## WHAT IS EXPECTED:
From the first line of the data below through the line holding "0 #a3a3a3) drop-shadow(-2px", output each line exactly and leave the pictures out.

## DATA FOR THIS TASK:
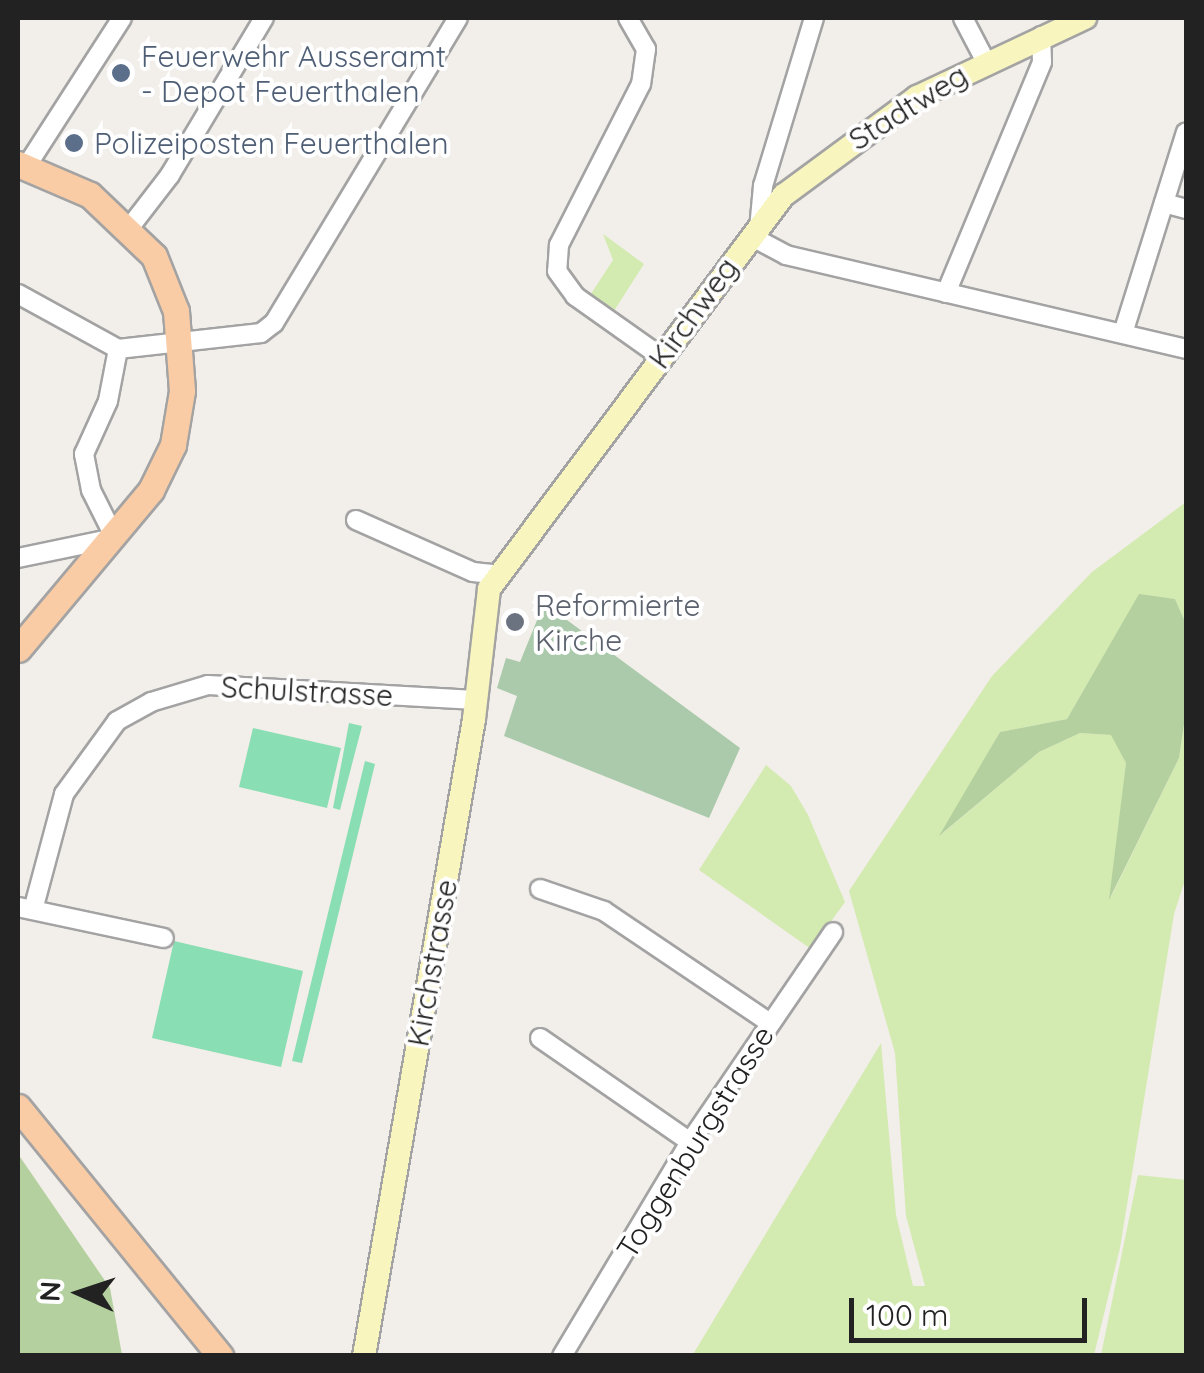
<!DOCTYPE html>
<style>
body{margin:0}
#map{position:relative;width:1204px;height:1373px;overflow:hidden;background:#f2eee9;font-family:Quicksand,sans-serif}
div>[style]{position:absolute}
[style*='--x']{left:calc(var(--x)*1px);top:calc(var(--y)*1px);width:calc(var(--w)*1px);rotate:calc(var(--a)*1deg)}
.grass>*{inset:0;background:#d3eab0}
.forest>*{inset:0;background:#b3d09e}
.cemetery>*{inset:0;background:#aacaab}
.pitch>*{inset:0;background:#89deb3}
.roads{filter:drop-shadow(2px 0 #a3a3a3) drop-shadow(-2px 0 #a3a3a3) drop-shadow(0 2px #a3a3a3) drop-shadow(0 -2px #a3a3a3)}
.street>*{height:18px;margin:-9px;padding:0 9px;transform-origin:9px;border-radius:9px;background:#fff}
.secondary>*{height:22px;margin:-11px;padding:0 11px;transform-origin:11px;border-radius:11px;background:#f9f5bf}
.primary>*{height:25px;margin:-12.5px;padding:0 12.5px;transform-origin:12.5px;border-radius:12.5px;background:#facca5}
.dots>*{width:28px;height:28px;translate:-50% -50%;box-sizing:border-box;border:5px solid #fff;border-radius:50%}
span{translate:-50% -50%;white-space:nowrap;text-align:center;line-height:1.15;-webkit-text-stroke:8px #fff;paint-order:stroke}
.service-label{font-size:30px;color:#4e5e75}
.left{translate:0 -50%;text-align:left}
.street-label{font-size:30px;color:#222}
.worship-label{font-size:30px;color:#5b616d}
.frame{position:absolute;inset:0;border:20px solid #222;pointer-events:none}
.north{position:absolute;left:30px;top:1243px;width:100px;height:100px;-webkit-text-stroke:8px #fff;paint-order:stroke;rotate:273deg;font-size:28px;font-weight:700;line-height:40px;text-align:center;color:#222}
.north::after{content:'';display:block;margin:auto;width:35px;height:45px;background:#222;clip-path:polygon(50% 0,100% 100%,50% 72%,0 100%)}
.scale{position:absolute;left:849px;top:1298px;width:238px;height:45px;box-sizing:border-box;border:5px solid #222;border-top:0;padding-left:12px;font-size:30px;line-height:35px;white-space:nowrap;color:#222;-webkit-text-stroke:8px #fff;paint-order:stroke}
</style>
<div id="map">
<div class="grass">
<div style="clip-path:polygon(603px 234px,644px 264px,612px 314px,589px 297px,613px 260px)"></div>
<div style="clip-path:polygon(1186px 502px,1186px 624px,1175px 599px,1139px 595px,1067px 719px,1000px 732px,943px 833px,1039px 752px,1080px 733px,1112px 735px,1126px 763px,1111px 897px,1179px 758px,1186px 711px,1186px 877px,1174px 914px,1120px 1248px,1094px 1355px,692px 1356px,881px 1043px,896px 1215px,913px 1286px,925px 1286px,906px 1216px,895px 1053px,849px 891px,992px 676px,1092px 572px)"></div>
<div style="clip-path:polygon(766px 765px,791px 786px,808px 815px,845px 902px,811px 949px,699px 870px)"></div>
<div style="clip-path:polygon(1138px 1175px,1186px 1180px,1186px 1355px,1101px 1355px)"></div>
</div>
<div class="forest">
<div style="clip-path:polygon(1139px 594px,1175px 599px,1186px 624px,1186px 711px,1179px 758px,1109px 900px,1126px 763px,1111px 735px,1080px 733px,1039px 752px,939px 836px,1000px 732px,1067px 719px)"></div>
<div style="clip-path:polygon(18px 1154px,110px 1288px,122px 1355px,18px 1355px)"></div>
</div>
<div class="cemetery">
<div style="clip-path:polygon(544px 603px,740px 748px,709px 818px,504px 736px,517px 696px,497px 688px,506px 658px,520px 662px)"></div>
</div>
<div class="pitch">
<div style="clip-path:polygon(349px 723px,362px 726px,340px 810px,333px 808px)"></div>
<div style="clip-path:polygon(253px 728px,341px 748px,327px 808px,239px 787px)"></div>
<div style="clip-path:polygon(365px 761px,375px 764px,302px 1063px,292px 1061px)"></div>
<div style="clip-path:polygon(174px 941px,303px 971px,281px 1067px,152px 1038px)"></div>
</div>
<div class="roads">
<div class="street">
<div style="--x:628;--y:18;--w:36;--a:60"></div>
<div style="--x:646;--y:49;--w:35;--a:98"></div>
<div style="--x:641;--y:84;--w:181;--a:117"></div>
<div style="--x:559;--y:245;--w:26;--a:94"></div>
<div style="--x:557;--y:271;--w:31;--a:54"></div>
<div style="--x:575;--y:296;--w:105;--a:35.3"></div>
<div style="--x:814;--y:18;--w:176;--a:106.9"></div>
<div style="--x:763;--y:186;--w:54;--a:95.3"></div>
<div style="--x:758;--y:240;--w:32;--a:28"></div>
<div style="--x:786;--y:255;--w:411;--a:13.2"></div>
<div style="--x:963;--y:18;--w:47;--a:62.4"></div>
<div style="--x:26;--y:167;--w:177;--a:-57.2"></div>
<div style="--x:1164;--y:203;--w:23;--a:15"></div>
<div style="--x:130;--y:227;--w:66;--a:-52.4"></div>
<div style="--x:170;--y:175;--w:183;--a:-59.1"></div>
<div style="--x:946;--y:293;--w:250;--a:-67.4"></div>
<div style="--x:1042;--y:62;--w:26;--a:-92"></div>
<div style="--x:18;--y:294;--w:114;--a:28.8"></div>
<div style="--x:118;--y:349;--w:144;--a:-6.4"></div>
<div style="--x:261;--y:333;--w:16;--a:-38"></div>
<div style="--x:274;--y:323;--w:356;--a:-58.9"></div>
<div style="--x:1124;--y:330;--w:207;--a:-72.6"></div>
<div style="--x:356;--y:520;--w:128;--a:24"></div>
<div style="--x:473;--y:572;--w:29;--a:6"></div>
<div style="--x:18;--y:558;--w:99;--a:-11.7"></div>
<div style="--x:115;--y:538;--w:54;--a:-116.6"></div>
<div style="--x:91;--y:490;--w:37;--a:-101"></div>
<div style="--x:84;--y:454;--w:58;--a:-65.6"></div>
<div style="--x:108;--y:401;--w:53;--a:-79.1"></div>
<div style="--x:540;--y:889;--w:68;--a:19"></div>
<div style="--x:604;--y:911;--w:200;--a:34"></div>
<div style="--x:18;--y:907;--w:149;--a:12"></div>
<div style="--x:33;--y:910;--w:120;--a:-75"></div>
<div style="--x:64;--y:794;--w:90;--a:-54"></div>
<div style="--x:117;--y:721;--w:39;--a:-29"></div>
<div style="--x:151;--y:702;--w:59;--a:-16.6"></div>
<div style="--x:208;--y:685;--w:268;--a:3.2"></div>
<div style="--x:540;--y:1038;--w:183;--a:34.7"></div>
<div style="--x:562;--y:1356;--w:249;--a:-59.1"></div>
<div style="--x:690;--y:1142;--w:254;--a:-55.7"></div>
</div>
<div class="secondary">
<div style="--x:364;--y:1356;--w:646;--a:-80.2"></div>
<div style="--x:474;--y:719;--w:131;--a:-83.4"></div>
<div style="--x:489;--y:589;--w:492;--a:-53.2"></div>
<div style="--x:784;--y:195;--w:165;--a:-36.4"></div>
<div style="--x:917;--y:97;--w:186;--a:-25.2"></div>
</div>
<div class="primary">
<div style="--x:18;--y:164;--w:78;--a:23.3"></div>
<div style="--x:90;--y:195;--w:88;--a:43.6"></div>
<div style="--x:154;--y:256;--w:59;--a:68.2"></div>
<div style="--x:176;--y:311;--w:80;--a:85.7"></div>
<div style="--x:182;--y:391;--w:55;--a:99.5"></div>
<div style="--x:173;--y:445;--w:50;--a:116.1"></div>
<div style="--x:151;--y:490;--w:207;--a:129.9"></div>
<div style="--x:18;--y:1107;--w:321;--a:50.9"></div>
</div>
</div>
<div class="dots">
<div style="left:121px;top:73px;background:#5c6f8a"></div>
<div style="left:74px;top:143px;background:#5c6f8a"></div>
<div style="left:515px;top:622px;background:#6b7280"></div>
</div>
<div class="service-label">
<span class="left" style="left:141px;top:73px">Feuerwehr Ausseramt<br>- Depot Feuerthalen</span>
<span class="left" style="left:94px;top:143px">Polizeiposten Feuerthalen</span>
</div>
<div class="street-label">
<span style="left:908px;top:107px;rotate:-32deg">Stadtweg</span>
<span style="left:693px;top:313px;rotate:-54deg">Kirchweg</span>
<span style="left:307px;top:691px;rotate:3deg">Schulstrasse</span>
<span style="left:432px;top:963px;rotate:-80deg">Kirchstrasse</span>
<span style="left:695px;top:1142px;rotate:-58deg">Toggenburgstrasse</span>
</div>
<div class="worship-label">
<span class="left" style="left:535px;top:622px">Reformierte<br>Kirche</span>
</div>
<div class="frame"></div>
<div class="north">N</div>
<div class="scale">100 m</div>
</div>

## RESULT OF THIS EXERCISE:
<!DOCTYPE html>
<style>
body{margin:0}
#map{position:relative;width:1204px;height:1373px;overflow:hidden;background:#f2eee9;font-family:Quicksand,sans-serif}
div>[style]{position:absolute}
[style*='--x']{left:calc(var(--x)*1px);top:calc(var(--y)*1px);width:calc(var(--w)*1px);rotate:calc(var(--a)*1deg)}
.grass>*{inset:0;background:#d3eab0}
.forest>*{inset:0;background:#b3d09e}
.cemetery>*{inset:0;background:#aacaab}
.pitch>*{inset:0;background:#89deb3}
.roads{filter:drop-shadow(2px 0 #a3a3a3) drop-shadow(-2px 0 #a3a3a3) drop-shadow(0 2px #a3a3a3) drop-shadow(0 -2px #a3a3a3)}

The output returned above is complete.